Skip to content

ADR-045: Active-standby HA using Kopf peering

Category: architecture Provenance: human

Decision

Support high availability via active-standby replication (replicas > 1) using Kopf's built-in peering mechanism. One replica is active (leader), others are standby. Standby replicas take over if active fails. This is for availability, not workload capacity scaling.

Rationale

Kopf provides built-in active-standby HA via peering - minimal implementation effort. One active replica processes all events, standbys are ready to take over. Prevents downtime during upgrades or failures. Operator is stateless so failover is fast and safe.
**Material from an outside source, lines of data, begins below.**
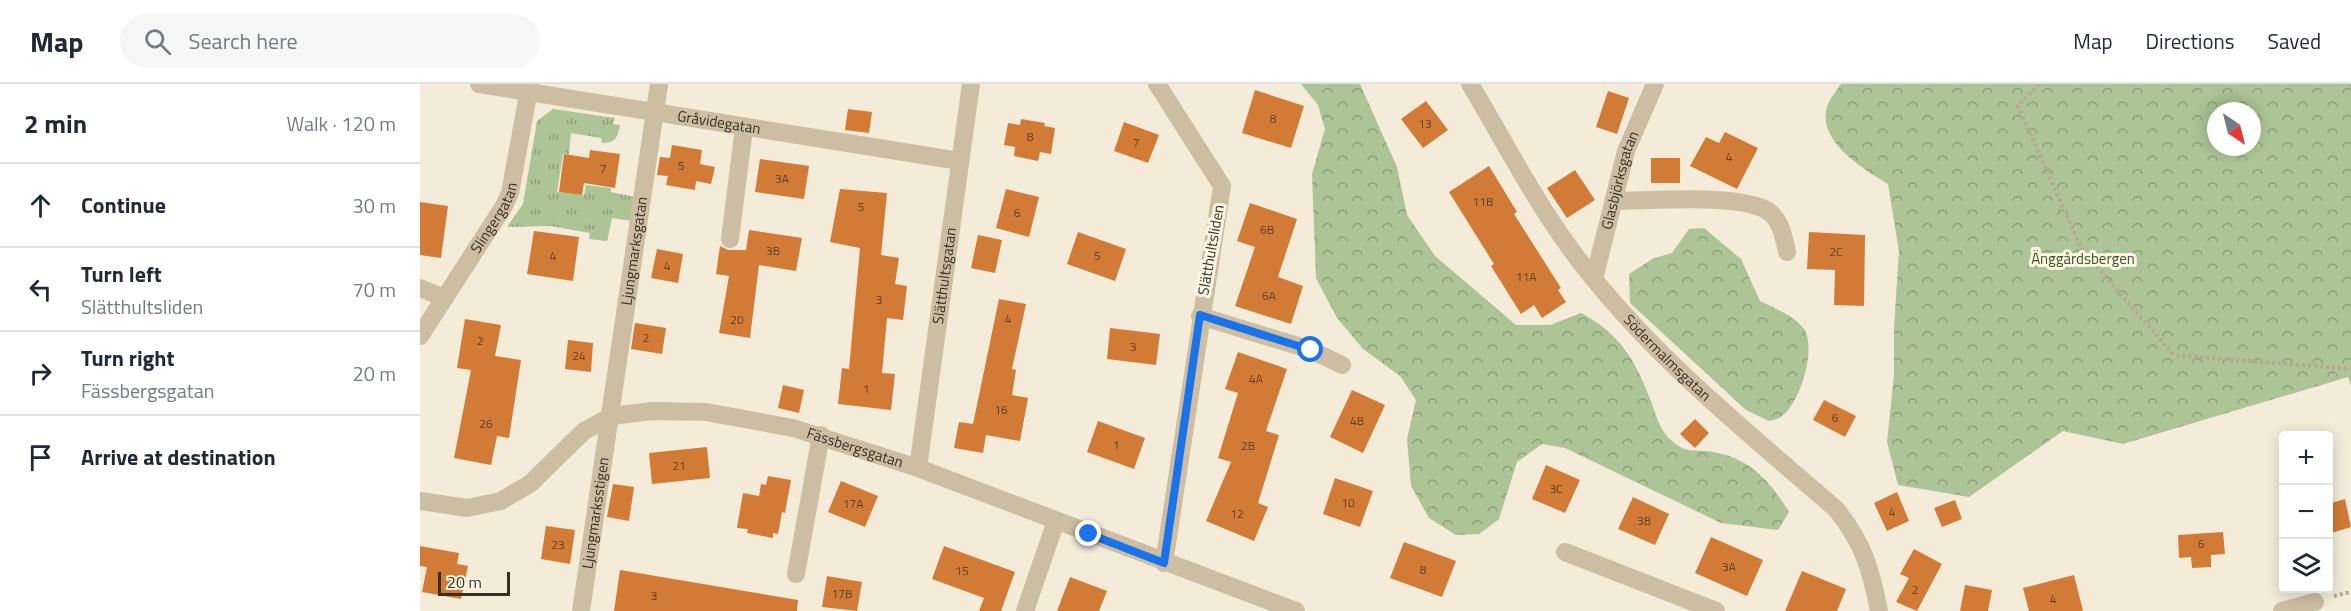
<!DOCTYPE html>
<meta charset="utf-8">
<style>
:root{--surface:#fff;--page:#f6f6f7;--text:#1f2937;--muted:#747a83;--line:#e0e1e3}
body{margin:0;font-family:"Titillium Web",sans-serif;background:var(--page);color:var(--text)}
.controls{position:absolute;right:18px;bottom:18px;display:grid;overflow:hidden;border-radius:6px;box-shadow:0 3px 15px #0003}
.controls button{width:54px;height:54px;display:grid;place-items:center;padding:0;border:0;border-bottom:2px solid var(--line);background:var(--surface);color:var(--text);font:30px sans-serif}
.compass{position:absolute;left:1787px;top:18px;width:54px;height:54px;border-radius:50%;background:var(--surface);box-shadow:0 3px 15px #0003;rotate:145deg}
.scale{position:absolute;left:18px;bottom:15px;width:72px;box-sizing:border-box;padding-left:6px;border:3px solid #372e26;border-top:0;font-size:16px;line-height:21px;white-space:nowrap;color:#372e26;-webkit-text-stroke:4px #fbf5e4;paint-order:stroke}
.stop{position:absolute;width:18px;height:18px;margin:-14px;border:4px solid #1a73e8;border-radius:50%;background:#fff}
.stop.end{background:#1a73e8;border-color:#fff;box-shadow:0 2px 6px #0008}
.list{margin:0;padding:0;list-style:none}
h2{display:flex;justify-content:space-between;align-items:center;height:78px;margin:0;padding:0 24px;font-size:26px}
h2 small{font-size:20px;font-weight:400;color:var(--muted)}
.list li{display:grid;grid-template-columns:39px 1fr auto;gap:18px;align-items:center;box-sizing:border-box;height:84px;padding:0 24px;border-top:2px solid var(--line)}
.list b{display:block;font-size:22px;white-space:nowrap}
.list p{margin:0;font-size:20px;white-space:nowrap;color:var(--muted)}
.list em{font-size:20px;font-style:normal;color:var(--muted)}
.icon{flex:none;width:33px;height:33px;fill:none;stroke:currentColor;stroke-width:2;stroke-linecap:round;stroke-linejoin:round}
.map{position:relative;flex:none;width:1931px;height:527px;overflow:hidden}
header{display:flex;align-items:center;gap:36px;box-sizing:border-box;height:84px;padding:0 30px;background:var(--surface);border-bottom:2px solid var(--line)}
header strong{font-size:28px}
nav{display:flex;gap:33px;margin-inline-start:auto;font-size:21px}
.search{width:420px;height:54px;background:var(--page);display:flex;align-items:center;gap:15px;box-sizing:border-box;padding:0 21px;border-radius:33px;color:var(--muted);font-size:22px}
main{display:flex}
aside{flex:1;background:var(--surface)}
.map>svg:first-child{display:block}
.grass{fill:url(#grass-tufts)}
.forest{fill:url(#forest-crowns);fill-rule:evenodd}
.building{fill:#d27b37}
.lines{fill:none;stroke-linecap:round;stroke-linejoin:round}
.path{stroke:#b9a88d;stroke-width:4;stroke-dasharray:3 3;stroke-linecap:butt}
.minor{stroke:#cdbea3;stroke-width:18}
.route{stroke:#1a73e8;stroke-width:8}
.labels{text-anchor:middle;stroke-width:6;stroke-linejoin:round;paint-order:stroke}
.number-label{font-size:12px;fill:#5e412a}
.street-label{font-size:15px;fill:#372e26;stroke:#fbf5e4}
.park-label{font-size:15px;fill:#3c5727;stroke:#fbf5e4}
</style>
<header>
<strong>Map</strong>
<div class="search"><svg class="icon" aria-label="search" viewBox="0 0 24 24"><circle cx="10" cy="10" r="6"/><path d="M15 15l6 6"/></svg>Search here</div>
<nav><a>Map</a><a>Directions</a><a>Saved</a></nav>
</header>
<main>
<aside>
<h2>2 min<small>Walk · 120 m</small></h2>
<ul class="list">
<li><svg class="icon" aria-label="ahead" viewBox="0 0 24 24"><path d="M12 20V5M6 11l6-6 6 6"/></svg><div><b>Continue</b></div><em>30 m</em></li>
<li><svg class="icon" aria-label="left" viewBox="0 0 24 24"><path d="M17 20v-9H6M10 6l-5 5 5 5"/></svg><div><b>Turn left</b><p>Slätthultsliden</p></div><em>70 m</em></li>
<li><svg class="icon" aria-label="right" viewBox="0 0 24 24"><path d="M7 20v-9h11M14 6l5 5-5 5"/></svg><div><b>Turn right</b><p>Fässbergsgatan</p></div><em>20 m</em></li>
<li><svg class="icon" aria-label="arrive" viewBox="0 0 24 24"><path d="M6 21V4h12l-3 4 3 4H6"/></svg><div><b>Arrive at destination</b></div></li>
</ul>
</aside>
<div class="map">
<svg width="1931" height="527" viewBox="0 0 1931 527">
<defs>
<pattern id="grass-tufts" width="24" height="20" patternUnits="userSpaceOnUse" patternTransform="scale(1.5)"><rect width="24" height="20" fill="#acc496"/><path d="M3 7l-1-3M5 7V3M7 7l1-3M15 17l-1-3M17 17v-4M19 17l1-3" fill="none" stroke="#8da07a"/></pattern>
<pattern id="forest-crowns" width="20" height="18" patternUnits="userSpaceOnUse" patternTransform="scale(1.5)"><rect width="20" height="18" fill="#acc496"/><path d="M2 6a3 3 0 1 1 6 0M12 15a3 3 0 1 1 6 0" fill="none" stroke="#8da07a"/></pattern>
</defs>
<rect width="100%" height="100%" fill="#f4ecd8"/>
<path class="grass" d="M133 25 195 34 193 40 200 41C197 55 196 58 182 59L181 54 151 49 149 70H143L137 108 164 111 166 101 191 104V108L215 113 212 137 192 134 187 157 169 155 170 149 131 142 87 143 103 120 117 37Z"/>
<g class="forest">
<path d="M881 0H940L977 83 987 131 1015 172 1096 241H1130L1161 229C1201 250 1217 279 1232 320 1237 334 1240 346 1251 356 1265 370 1274 365 1293 368 1330 374 1350 397 1369 428L1358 446 1301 439 1145 364 1122 360 1097 378 1079 435 1059 450 1036 451 1009 434 991 402 987 355 996 316 980 292 943 265 917 234 896 194 892 90 905 45 898 21Z"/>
<path d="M1421 0H1931V302L1928 293 1703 360 1643 347 1549 413 1478 401 1467 358 1474 291V244L1479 167 1468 100C1443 85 1394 56 1408 20 1411 13 1417 6 1421 0ZM1796 27H1832V63H1796Z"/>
<path d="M1284 144 1321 175 1340 217C1354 224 1375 232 1384 245 1397 265 1380 319 1362 332 1359 335 1354 336 1349 337L1326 326 1210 219 1209 190 1234 174 1252 169 1269 145Z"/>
</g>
<g class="building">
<path d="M835 6 884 22 871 64 822 49Z"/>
<path d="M1188 7 1209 14 1197 50 1176 43Z"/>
<path d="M1006 17 1028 46 1003 64 981 35Z"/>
<path d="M428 25 452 28 449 49 425 46Z"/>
<path d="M601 35 625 39 624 42 635 44 631 70 620 68 618 77 594 72 595 63 584 61 588 39 600 41Z"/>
<path d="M704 38 739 51 728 79 694 67Z"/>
<path d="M1305 48 1338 64 1317 105 1270 82 1286 53 1299 59Z"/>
<path d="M252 61 282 66 280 80 295 83 291 100 276 97 275 106 246 101 248 92 237 91 240 73 250 74Z"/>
<path d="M170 66 200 70 195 104 164 99 162 111 139 108 144 70 169 74Z"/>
<rect x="1231" y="74" width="29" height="25"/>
<path d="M340 75 389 82 384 115 335 108Z"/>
<path d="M1069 82 1097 128 1094 130 1141 204 1138 206 1146 218 1122 234 1114 221 1101 230 1071 182 1074 180 1029 108Z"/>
<path d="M1155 86 1175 116 1147 134 1127 104Z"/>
<path d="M420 105 467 109 461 171 479 174 475 200 487 202 483 236 467 234 462 289 475 290 471 326 418 320 422 284 429 285 440 164 410 158Z"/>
<path d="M586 105 619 113 609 153 576 144Z"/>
<path d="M0 118 28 122 21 174 0 171Z"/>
<path d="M830 119 877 135 858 193 883 202 871 240 815 222 835 163 817 157Z"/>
<path d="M329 146 382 154 376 187 339 181 330 254 299 249 309 192 296 190 300 162 308 166H326Z"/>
<path d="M114 147 159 153 153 197 107 190Z"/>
<path d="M658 148 706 165 695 197 647 180Z"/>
<path d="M1389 148 1445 151 1444 222 1414 221 1415 186 1387 185Z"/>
<path d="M558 151 582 156 575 189 551 184Z"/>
<path d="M237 165 263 170 258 199 231 194Z"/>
<path d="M579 215 606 220 592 285 596 286 592 311 608 314 600 357 566 351 563 369 534 364 539 338 553 340Z"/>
<path d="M45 235 81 241 75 272 101 276 89 354 77 352 71 381 34 374 51 286 37 284Z"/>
<path d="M215 239 246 244 242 270 211 265Z"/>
<path d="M690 244 740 250 736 281 687 275Z"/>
<path d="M148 256 173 259 171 288 145 285Z"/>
<path d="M818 268 867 285 846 347 859 351 838 419 848 423 834 457 786 437 811 378 798 374 818 309 805 305Z"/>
<path d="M363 301 384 306 379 329 358 324Z"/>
<path d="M932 306 965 321 943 369 910 353Z"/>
<path d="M1404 316 1436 332 1425 353 1393 336Z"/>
<path d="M1275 335 1289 349 1275 364 1260 350Z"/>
<path d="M678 337 725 354 714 385 667 368Z"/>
<path d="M287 363 290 394 232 400 229 369Z"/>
<path d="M1126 381 1160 396 1145 429 1112 415Z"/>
<path d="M348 392 371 396 365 429 362 428 358 450 353 449V454L327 449 328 445 317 444 323 409 339 412 341 400 346 401Z"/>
<path d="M915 394 953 407 940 443 903 430Z"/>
<path d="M421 397 458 412 445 443 408 428Z"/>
<path d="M193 400 214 403 209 437 187 433Z"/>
<path d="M1477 408 1489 437 1467 447 1454 419Z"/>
<path d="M1213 413 1249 430 1235 461 1198 445Z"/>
<path d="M1925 415 1931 443 1908 450V420Z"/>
<path d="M1535 416 1542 435 1522 443 1514 424Z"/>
<path d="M126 442 155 446 150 480 121 475Z"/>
<path d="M1803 448 1805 470 1791 471V483L1772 484 1771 473 1759 474 1758 451Z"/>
<path d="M1291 453 1343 476 1327 512 1275 489Z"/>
<path d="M984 458 1036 477 1022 513 970 494Z"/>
<path d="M0 462 39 469 37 480 48 482 41 515 2 508 7 483 0 482Z"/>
<path d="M524 462 595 488 581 527H559L564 514 512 495Z"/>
<path d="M1494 465 1522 480 1497 527 1476 518 1489 494 1480 490Z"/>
<path d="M200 486 378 516 377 527H194Z"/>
<path d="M1382 487 1426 505 1417 527H1365Z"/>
<path d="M1654 491 1663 527H1609L1603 504Z"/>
<path d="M407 492 442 498 437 527 402 523Z"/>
<path d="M650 493 687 507 679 527H637Z"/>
<path d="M1545 501 1572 506 1568 527H1540Z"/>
</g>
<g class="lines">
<g class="path">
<path d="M1619 0 1598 22 1662 166 1754 271 1931 285"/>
<path d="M1930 0 1931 2"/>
<path d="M1914 512 1931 508"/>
</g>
<g class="minor">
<path id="s1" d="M59 0 540 77"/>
<path d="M737 0 802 102 744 479"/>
<path id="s2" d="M1050 0C1082 53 1111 110 1147 160 1220 262 1321 343 1416 425 1443 459 1451 485 1459 527"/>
<path d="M1195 117C1231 117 1319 109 1348 127 1361 136 1364 154 1367 168"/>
<path d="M310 155 324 44"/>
<path id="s3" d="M1174 195 1206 67 1235 0"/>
<path d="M0 204 25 214"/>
<path d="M780 232 891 266 922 281"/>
<path id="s4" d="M0 252 84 122 90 109 110 0"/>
<path id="s5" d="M498 384 551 0"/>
<path id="s6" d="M0 417 47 424 81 417 111 399 164 347 192 332 232 327 286 328 373 344 498 384 876 527"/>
<path d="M1145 468 1296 527"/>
<path d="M376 490 401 351"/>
<path id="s7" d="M161 527 239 0"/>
<path d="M605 527 636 437"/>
<path d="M1862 527 1895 518"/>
</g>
</g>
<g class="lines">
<path class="route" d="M669 450 744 479 780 231 891 266"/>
</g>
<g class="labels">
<g class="number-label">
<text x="853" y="39">8</text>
<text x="1005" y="44">13</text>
<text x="610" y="57">8</text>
<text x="716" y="63">7</text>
<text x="1309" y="77">4</text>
<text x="261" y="86">5</text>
<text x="183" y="89">7</text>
<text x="362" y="99">3A</text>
<text x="1063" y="122">11B</text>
<text x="441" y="127">5</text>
<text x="597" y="133">6</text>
<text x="847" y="150">6B</text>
<text x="353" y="171">3B</text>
<text x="1416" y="172">2C</text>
<text x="133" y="176">4</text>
<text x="677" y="176">5</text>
<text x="247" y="186">4</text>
<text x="1106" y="197">11A</text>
<text x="849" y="216">6A</text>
<text x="459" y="220">3</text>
<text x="588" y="239">4</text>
<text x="317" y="240">20</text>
<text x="226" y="258">2</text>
<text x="60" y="261">2</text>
<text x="713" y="267">3</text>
<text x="159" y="276">24</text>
<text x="836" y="299">4A</text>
<text x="446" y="309">1</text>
<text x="581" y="330">16</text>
<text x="1415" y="338">6</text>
<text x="937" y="341">4B</text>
<text x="66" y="344">26</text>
<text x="696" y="365">1</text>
<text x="828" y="366">2B</text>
<text x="259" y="386">21</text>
<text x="1136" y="409">3C</text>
<text x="928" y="423">10</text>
<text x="433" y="424">17A</text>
<text x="1472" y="432">4</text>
<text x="817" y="434">12</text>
<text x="1224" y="441">3B</text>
<text x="1781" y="464">6</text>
<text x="138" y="465">23</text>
<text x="1309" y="487">3A</text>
<text x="1003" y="490">8</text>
<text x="542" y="491">15</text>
<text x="1495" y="510">2</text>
<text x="422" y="514">17B</text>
<text x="234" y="516">3</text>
<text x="1633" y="519">4</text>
</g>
<g class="street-label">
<text dy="5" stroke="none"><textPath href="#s1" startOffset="243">Gråvidegatan</textPath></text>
<text dy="5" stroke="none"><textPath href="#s3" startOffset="102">Glasbjörksgatan</textPath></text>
<text dy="5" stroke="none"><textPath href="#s4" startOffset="140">Slingergatan</textPath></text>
<text dy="5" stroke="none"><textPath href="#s7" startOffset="364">Ljungmarksgatan</textPath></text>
<text transform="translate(791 166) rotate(-80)" y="5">Slätthultsliden</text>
<text dy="5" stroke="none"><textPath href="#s5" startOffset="194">Slätthultsgatan</textPath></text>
<text dy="5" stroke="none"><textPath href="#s2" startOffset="339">Södermalmsgatan</textPath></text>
<text dy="5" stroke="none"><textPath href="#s6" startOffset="471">Fässbergsgatan</textPath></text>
<text dy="5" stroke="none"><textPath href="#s7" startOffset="99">Ljungmarksstigen</textPath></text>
</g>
<g class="park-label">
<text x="1663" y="180">Änggårdsbergen</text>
</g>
</g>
</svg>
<div class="controls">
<button>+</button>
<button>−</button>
<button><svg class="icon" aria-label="layers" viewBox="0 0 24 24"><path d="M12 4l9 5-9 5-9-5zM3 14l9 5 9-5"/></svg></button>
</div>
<svg class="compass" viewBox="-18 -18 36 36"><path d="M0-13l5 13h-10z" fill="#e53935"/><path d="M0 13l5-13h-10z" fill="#747a83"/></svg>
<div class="scale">20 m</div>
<div class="stop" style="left:891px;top:266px"></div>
<div class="stop end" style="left:669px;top:450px"></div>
</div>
</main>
HA is justified for production environments where brief reconciliation pauses are unacceptable. Standby replicas are not wasted - they provide fault tolerance. Important distinction - this HA mechanism does NOT improve throughput or capacity. Keycloak API is almost certainly the bottleneck, not the operator.

Agent Instructions

Operator supports active-standby HA via Kopf peering. Increasing replicas improves availability but does NOT increase reconciliation capacity.

Rejected Alternatives

No HA (single replica only)

Acceptable for dev/test but production environments benefit from availability during upgrades and failures.

Active-active with work distribution

Very complex to implement. Risk of conflicts and split-brain. Kopf's active-standby is simpler and sufficient for availability needs.